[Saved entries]
********************

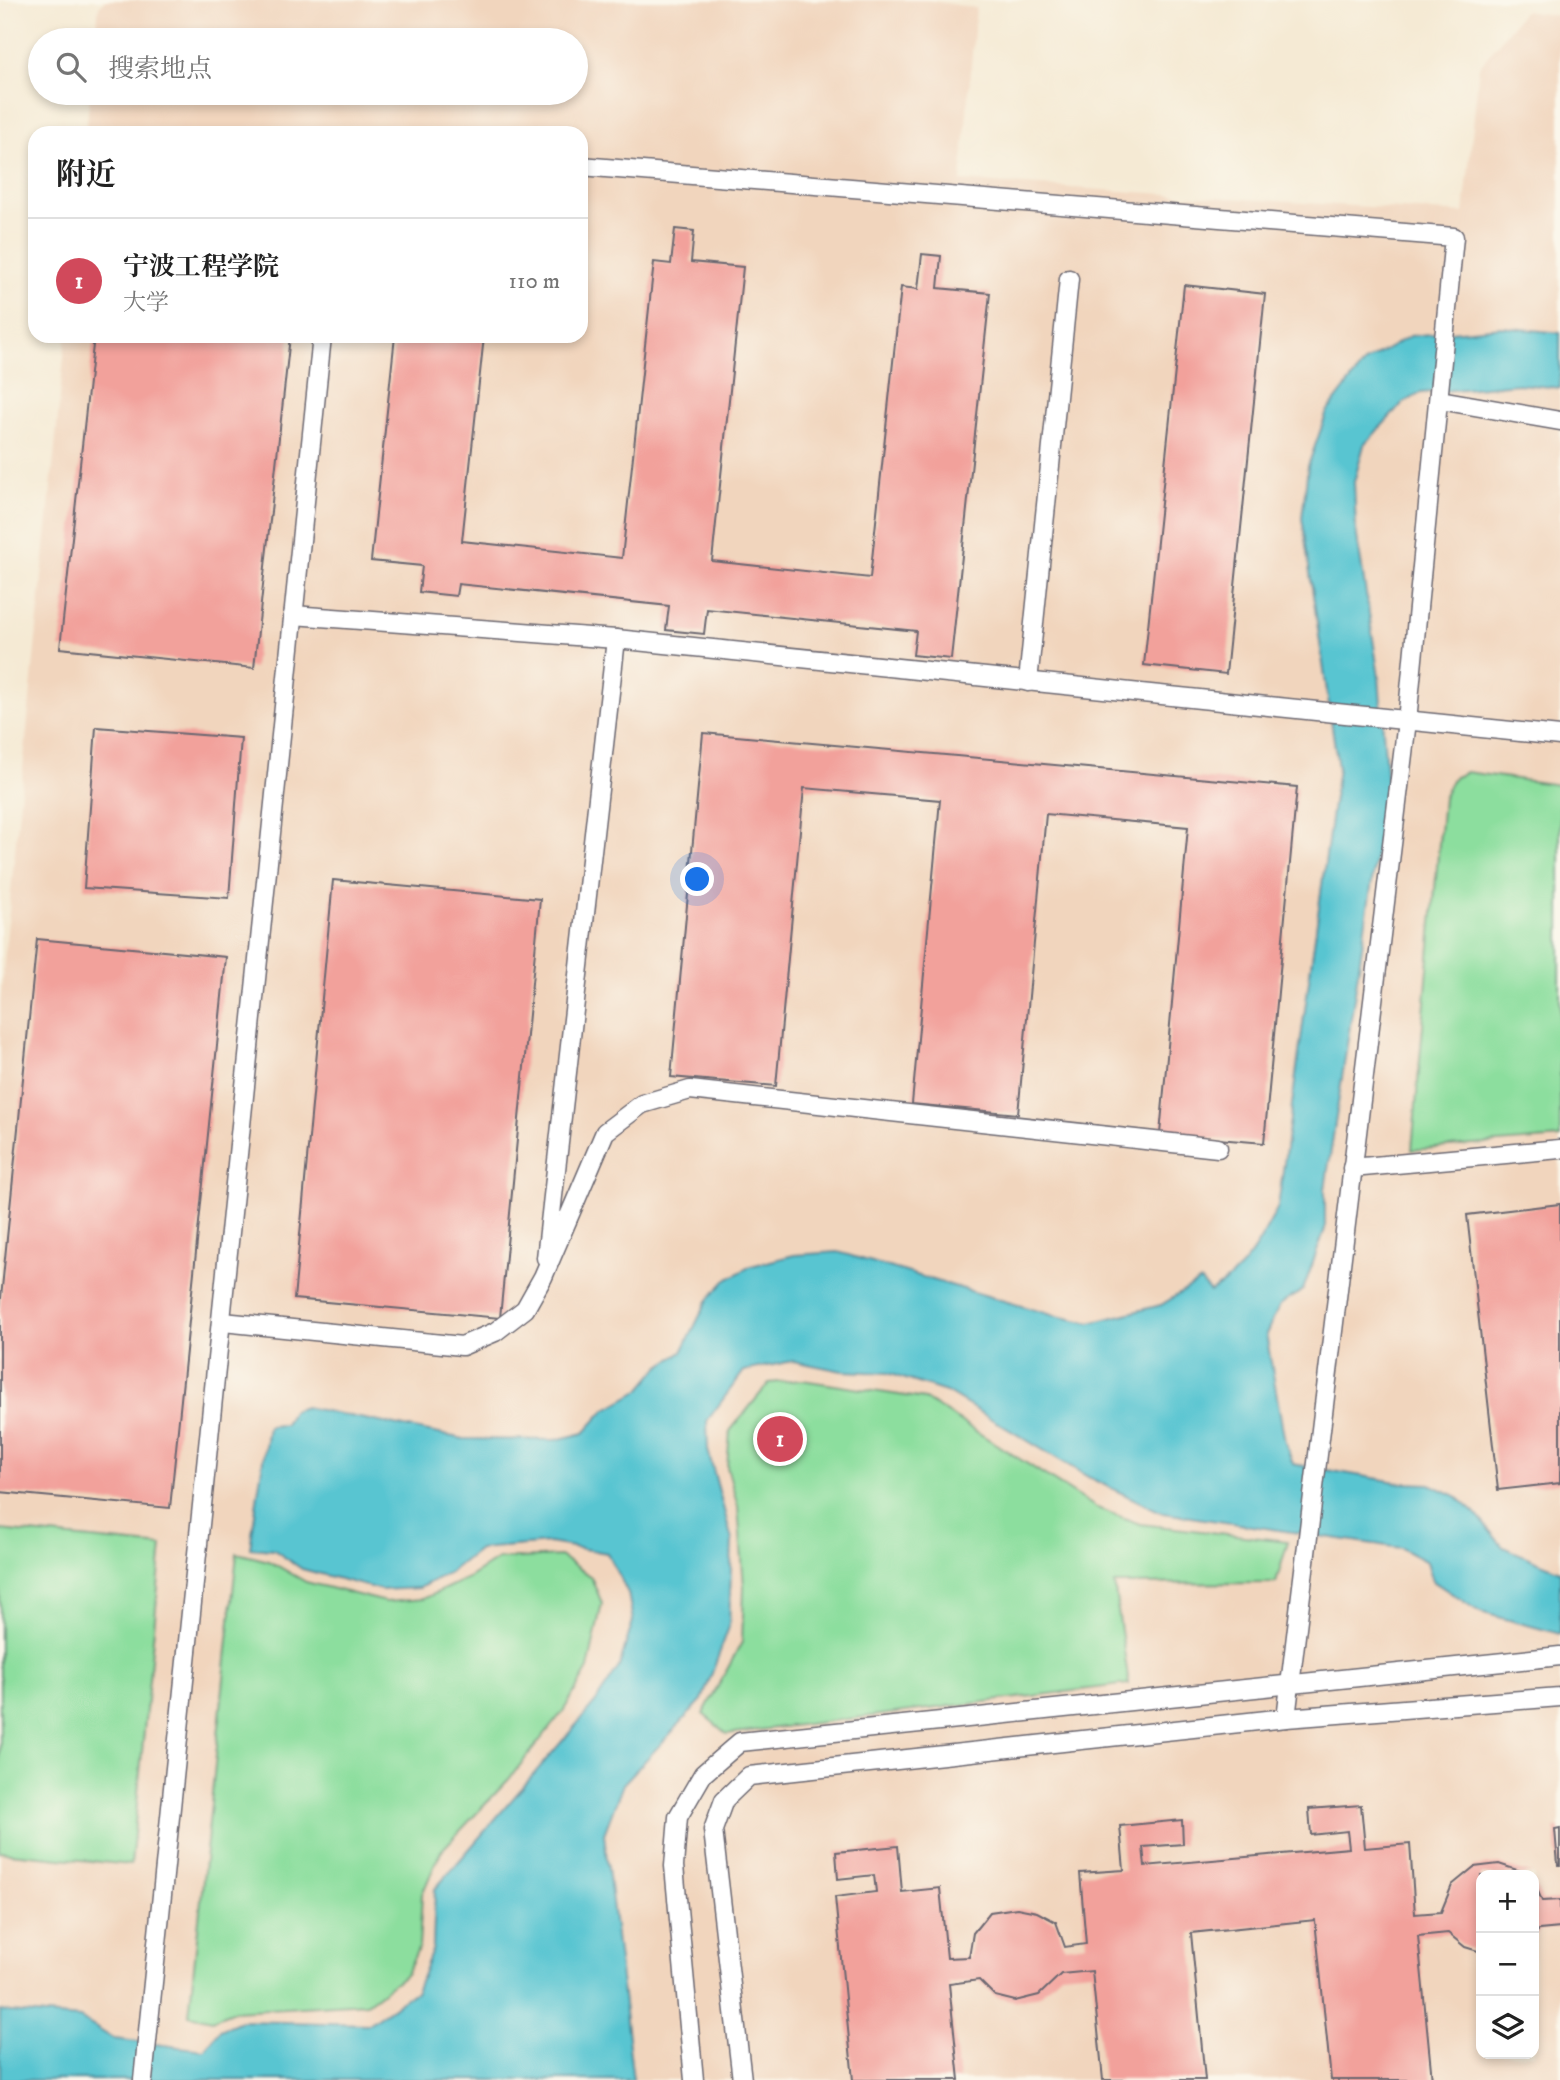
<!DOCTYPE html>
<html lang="zh">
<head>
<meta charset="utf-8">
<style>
	:root { --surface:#fff; --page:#f2f2f2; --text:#222; --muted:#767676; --line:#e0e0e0; --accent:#d1495b }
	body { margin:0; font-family:"IM FELL DW Pica","Noto Serif SC",serif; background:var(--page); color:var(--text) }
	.controls { position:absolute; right:21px; bottom:21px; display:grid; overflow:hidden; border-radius:14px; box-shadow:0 4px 10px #0003 }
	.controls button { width:63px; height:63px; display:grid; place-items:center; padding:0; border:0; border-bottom:2px solid var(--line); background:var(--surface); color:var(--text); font:35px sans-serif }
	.you { position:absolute; left:698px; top:880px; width:24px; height:24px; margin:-18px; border:5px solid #fff; border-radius:50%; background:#1a73e8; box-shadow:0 0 0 10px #1a73e833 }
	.badge { display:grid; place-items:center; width:46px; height:46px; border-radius:50%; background:var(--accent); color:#fff; font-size:23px; font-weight:700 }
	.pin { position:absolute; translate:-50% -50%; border:4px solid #fff; box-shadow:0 2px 7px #0006 }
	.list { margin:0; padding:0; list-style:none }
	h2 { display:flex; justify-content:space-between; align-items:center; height:91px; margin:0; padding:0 28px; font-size:30px }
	h2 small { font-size:23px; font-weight:400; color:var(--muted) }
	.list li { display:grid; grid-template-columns:46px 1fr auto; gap:21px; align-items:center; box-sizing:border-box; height:126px; padding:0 28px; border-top:2px solid var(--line) }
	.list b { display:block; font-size:26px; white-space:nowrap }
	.list p { margin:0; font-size:23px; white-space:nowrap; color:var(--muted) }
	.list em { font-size:23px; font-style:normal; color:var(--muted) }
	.icon { flex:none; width:38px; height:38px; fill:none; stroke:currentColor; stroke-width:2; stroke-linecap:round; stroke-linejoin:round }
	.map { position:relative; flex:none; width:1560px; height:2080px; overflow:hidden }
	.search { position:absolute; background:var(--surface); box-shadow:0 4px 10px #0003; left:28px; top:28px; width:560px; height:77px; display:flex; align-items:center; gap:18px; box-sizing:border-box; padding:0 24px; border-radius:38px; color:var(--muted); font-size:26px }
	.panel { position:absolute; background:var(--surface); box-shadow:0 4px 10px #0003; left:28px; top:126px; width:560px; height:217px; border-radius:21px }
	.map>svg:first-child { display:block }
</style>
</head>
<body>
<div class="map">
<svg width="1560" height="2080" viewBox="0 0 1560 2080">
	<rect width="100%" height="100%" fill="#fbf7ec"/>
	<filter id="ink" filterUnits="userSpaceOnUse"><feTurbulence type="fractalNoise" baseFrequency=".0143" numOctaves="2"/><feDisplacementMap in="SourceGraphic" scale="14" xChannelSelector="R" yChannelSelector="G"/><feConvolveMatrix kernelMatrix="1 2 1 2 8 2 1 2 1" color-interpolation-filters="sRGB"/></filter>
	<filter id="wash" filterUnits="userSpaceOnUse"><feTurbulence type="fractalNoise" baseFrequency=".00686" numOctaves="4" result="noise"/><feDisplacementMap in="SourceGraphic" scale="28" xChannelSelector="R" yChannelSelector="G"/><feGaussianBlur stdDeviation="1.57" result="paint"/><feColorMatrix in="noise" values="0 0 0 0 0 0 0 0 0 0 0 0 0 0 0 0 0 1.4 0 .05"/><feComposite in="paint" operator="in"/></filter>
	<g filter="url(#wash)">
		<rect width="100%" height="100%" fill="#f5ead4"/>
		<path fill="#f1d5bd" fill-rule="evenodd" d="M106,0H927L976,8L961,181L1464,213L1479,67L1524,11L1560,16V2080H0V1002L66,336H581V133H86L90,93H576V40H95L99,6ZM1481,1875H1534V2054H1481Z"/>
		<g fill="#8cde9e" stroke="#57806c" stroke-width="2">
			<polygon points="1466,772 1560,785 1560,1138 1412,1150 1443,798 1453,778"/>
			<polygon points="802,1380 925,1399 1097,1508 1140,1524 1288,1541 1276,1583 1114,1584 1129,1684 727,1734 703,1714 742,1642 744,1587 738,1507 727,1467 730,1431 769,1383"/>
			<polygon points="0,1530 162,1546 131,1865 0,1852"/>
			<polygon points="237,1553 269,1561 306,1582 386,1602 423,1599 468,1578 498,1559 560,1556 591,1577 602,1603 588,1669 564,1710 509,1779 441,1851 422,1894 419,1947 406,1974 367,2003 234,2011 212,2020 189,2015"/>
		</g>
		<path fill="#59c5d1" stroke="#3e7486" stroke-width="2" d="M1502,327L1560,333V388L1518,384L1421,393L1402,404L1364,445L1354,482L1356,530L1379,677L1387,783L1325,1189V1229L1303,1290L1280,1305L1266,1334L1285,1442L1293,1464L1402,1483L1430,1484L1456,1496L1475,1513L1503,1547L1560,1571V1634L1480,1612L1433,1581L1427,1562L1401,1548L1163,1513L1090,1478L946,1392L887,1373L842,1371L793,1361L744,1371L707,1421L708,1450L732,1540L729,1627L702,1700L623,1784L604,1834L633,2080H0V2011L80,2018L114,2039L204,2050L220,2030L241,2021L368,2024L416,1991L433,1948L435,1889L595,1703L619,1667L633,1621L628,1593L607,1553L549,1543L479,1549L450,1572L419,1588L381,1590L302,1569L274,1550L250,1548L268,1426L285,1425L292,1411L305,1407L464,1439L555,1440L584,1433L605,1410L640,1390L659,1367L682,1352L707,1301L725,1281L751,1266L794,1255L838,1252L1052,1315L1090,1323L1161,1305L1200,1281L1210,1292C1245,1272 1260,1242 1278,1207L1338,768L1302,518L1308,466L1327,412L1365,362L1410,336Z"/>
		<g id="blocks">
			<g fill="#f2a19b">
				<polygon points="675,229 694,231 691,262 743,267 712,561 870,578 901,287 918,289 922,254 941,256 938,288 990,293 951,659 913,655 916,631 707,609 704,634 666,630 669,606 458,584 456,596 419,592 422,566 371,561 395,336 484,336 462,541 622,558 654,262 671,264"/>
				<polygon points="1184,285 1265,294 1226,674 1144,665"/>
				<polygon points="94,336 290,336 254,668 60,648"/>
				<polygon points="96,727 241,738 229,898 84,888"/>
				<polygon points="703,733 1297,787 1264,1143 1160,1134 1188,827 1046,814 1018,1114 912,1104 940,800 804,788 776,1086 671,1077"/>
				<polygon points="333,880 540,899 500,1318 294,1299"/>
				<polygon points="37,939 226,957 170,1508 0,1492 0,1308"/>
				<polygon points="1560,1204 1560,1483 1498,1490 1467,1215"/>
				<polygon points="1361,1805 1365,1848 1410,1844 1415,1914 1441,1912 1452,1885 1474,1867 1499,1864 1532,1875 1481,1875 1481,1952 1465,1947 1448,1933 1418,1936 1432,2080 1331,2080 1315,1920 1191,1933 1205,2080 1103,2080 1092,1971 1061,1974 1039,1995 1015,2001 995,1996 979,1980 949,1984 959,2080 853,2080 835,1897 876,1892 874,1875 838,1879 836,1852 898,1846 902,1892 940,1888 947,1958 969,1957 973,1933 990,1912 1017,1908 1037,1912 1056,1922 1065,1947 1086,1944 1080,1873 1124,1870 1120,1826 1182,1820 1183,1844 1143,1847 1145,1866 1349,1848 1347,1831 1311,1835 1309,1809"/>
				<polygon points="1560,1828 1560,1865 1558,1865 1555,1829"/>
				<polygon points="1534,1882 1542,1901 1560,1900 1560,1928 1539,1930 1534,1935"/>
			</g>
		</g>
	</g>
	<g filter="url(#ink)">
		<use href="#blocks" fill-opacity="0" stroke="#6c6871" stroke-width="2"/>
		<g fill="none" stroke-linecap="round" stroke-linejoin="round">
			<g stroke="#6c6871" stroke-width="21">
				<g id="lane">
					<polyline points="581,166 1454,237 1407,721 1286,1718"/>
					<polyline points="1440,400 1560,421"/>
					<polyline points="293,615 616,639 1560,736"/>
					<polyline points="1028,682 1069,279"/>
					<polyline points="1352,1168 1560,1149"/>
					<polyline points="546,1258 616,639"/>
					<polyline points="223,1322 462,1346 495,1332 525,1309 543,1277 605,1132 642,1104 690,1090 1218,1148"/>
					<polyline points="143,2080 322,336"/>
					<polyline points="694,2080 674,1866 678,1817 703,1774 740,1742 1560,1656"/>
					<polyline points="742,2080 713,1830 724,1800 749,1776 1286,1718 1560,1697"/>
				</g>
			</g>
			<use href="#lane" stroke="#fff" stroke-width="18"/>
		</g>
	</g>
</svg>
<div class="controls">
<button>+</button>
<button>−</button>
<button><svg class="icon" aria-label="layers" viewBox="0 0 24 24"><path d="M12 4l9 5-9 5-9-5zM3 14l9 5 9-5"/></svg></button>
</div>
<div class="you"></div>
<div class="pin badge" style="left:780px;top:1439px">1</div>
<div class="search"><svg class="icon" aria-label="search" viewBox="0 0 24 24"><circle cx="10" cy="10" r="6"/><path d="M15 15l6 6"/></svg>搜索地点</div>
<section class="panel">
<h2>附近<small></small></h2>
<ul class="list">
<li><span class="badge">1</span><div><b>宁波工程学院</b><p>大学</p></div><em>110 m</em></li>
</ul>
</section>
</div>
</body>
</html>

********************

- **WHAT THIS TASK INVOLVES**
Look above for the line containing "position:absolute; translate:-50% -50%;". Output from there through the line containing "display:block; font-size:26px; white-space:nowrap", exactly and inclusively.

- **SOLUTION TO THIS PROBLEM**
	.pin { position:absolute; translate:-50% -50%; border:4px solid #fff; box-shadow:0 2px 7px #0006 }
	.list { margin:0; padding:0; list-style:none }
	h2 { display:flex; justify-content:space-between; align-items:center; height:91px; margin:0; padding:0 28px; font-size:30px }
	h2 small { font-size:23px; font-weight:400; color:var(--muted) }
	.list li { display:grid; grid-template-columns:46px 1fr auto; gap:21px; align-items:center; box-sizing:border-box; height:126px; padding:0 28px; border-top:2px solid var(--line) }
	.list b { display:block; font-size:26px; white-space:nowrap }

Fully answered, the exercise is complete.